Required work: Each line of the data below containing "JSON" needs to be listed.

Dataset records
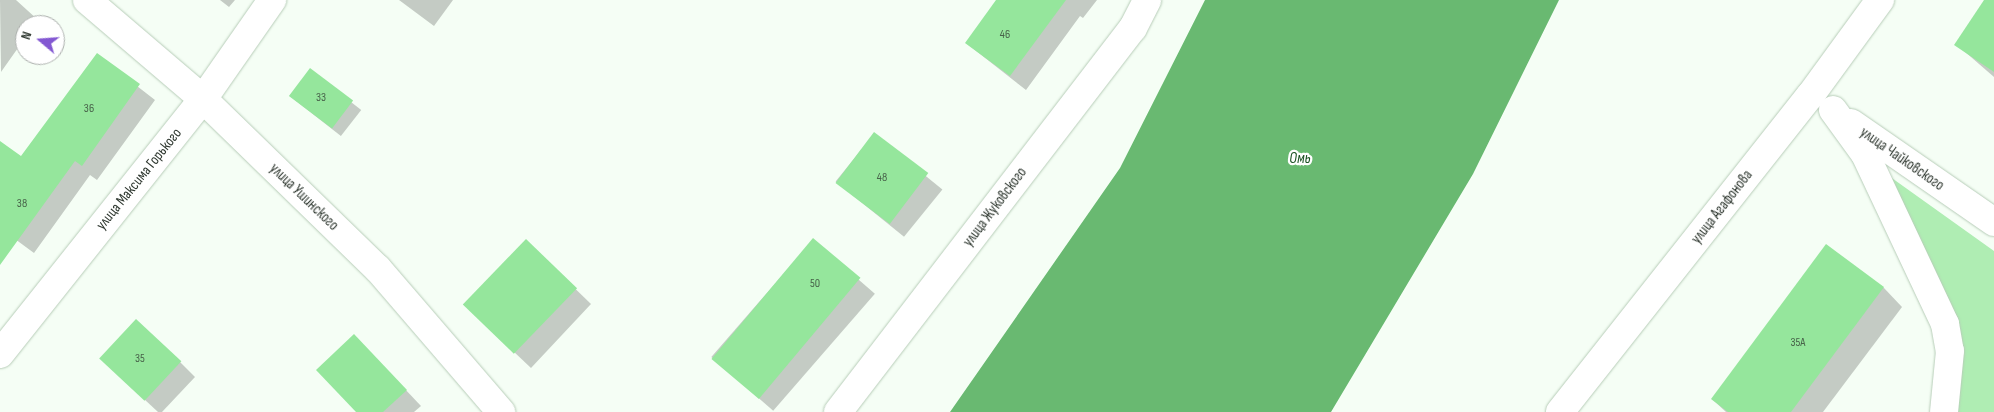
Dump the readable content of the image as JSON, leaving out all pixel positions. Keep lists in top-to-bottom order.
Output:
{
  "streets": {
    "street": [
      "улица Чайковского",
      "улица Максима Горького",
      "улица Ушинского",
      "улица Жуковского",
      "улица Агафонова"
    ]
  },
  "crossings": [
    ["улица Чайковского", "улица Агафонова"],
    ["улица Максима Горького", "улица Ушинского"]
  ],
  "water": ["Омь"],
  "house_numbers": [
    "46",
    "33",
    "36",
    "48",
    "38",
    "50",
    "35А",
    "35"
  ],
  "north": "left"
}
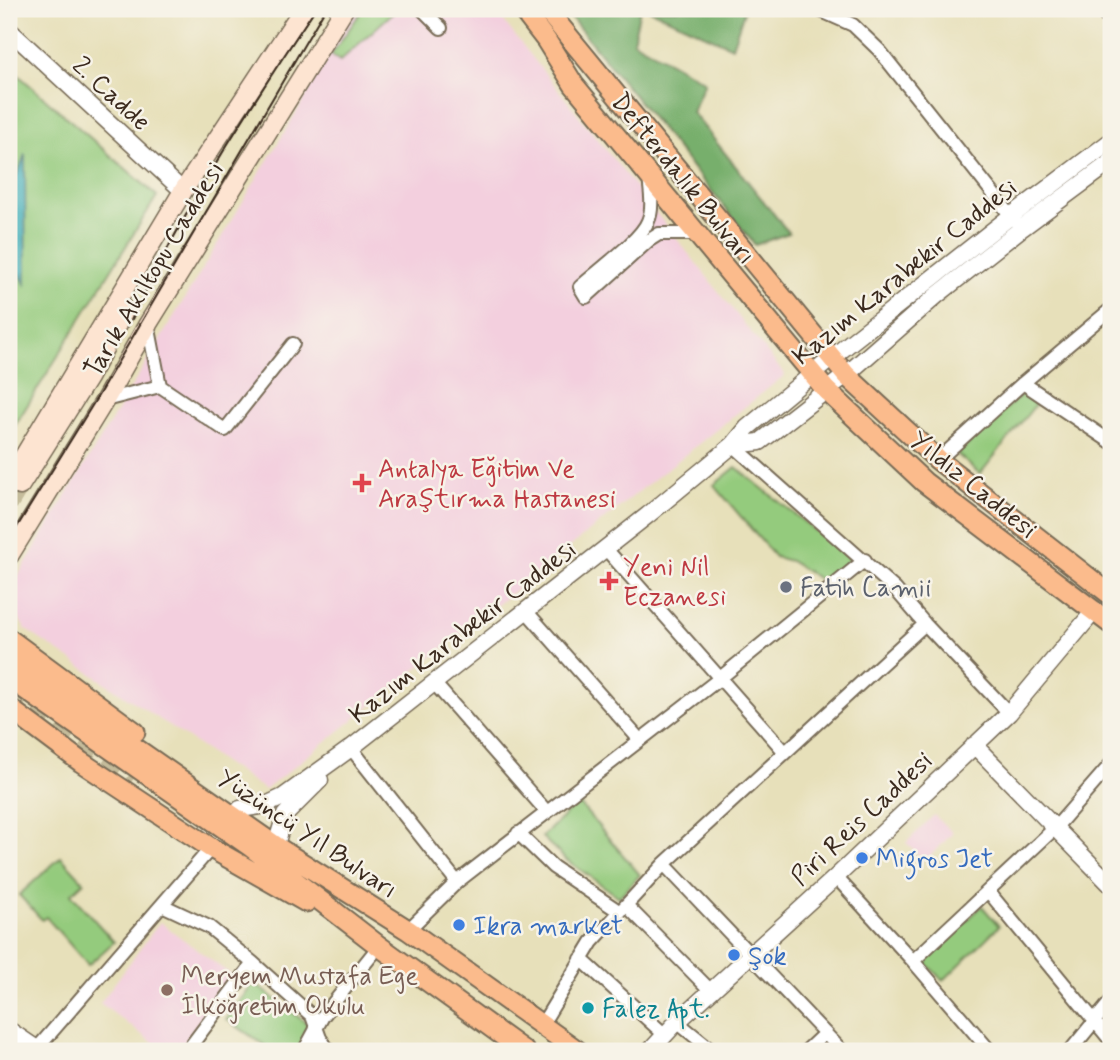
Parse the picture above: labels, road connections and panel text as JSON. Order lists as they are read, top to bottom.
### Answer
{
  "streets": {
    "main road": [
      "Defterdalık Bulvarı",
      "Tarık Akıltopu Caddesi",
      "Yıldız Caddesi",
      "Yüzüncü Yıl Bulvarı"
    ],
    "street": ["2. Cadde", "Kazım Karabekir Caddesi", "Piri Reis Caddesi"]
  },
  "crossings": [
    ["2. Cadde", "Tarık Akıltopu Caddesi"],
    ["Defterdalık Bulvarı", "Kazım Karabekir Caddesi"],
    ["Defterdalık Bulvarı", "Yıldız Caddesi"],
    ["Kazım Karabekir Caddesi", "Yıldız Caddesi"],
    ["Yıldız Caddesi", "Piri Reis Caddesi"]
  ],
  "places": {
    "health": ["Antalya Eğitim Ve Araştırma Hastanesi", "Yeni Nil Eczanesi"],
    "other": [
      "Fatih Camii",
      "Migros Jet",
      "Ikra market",
      "Şok",
      "Meryem Mustafa Ege İlköğretim Okulu",
      "Falez Apt."
    ]
  }
}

Your solution:
Dump the readable content of the image as JSON, leaving out all pixel positions. Keep lists in top-to-bottom order.
Parse the picture above: labels, road connections and panel text as JSON. Order lists as they are read, top to bottom.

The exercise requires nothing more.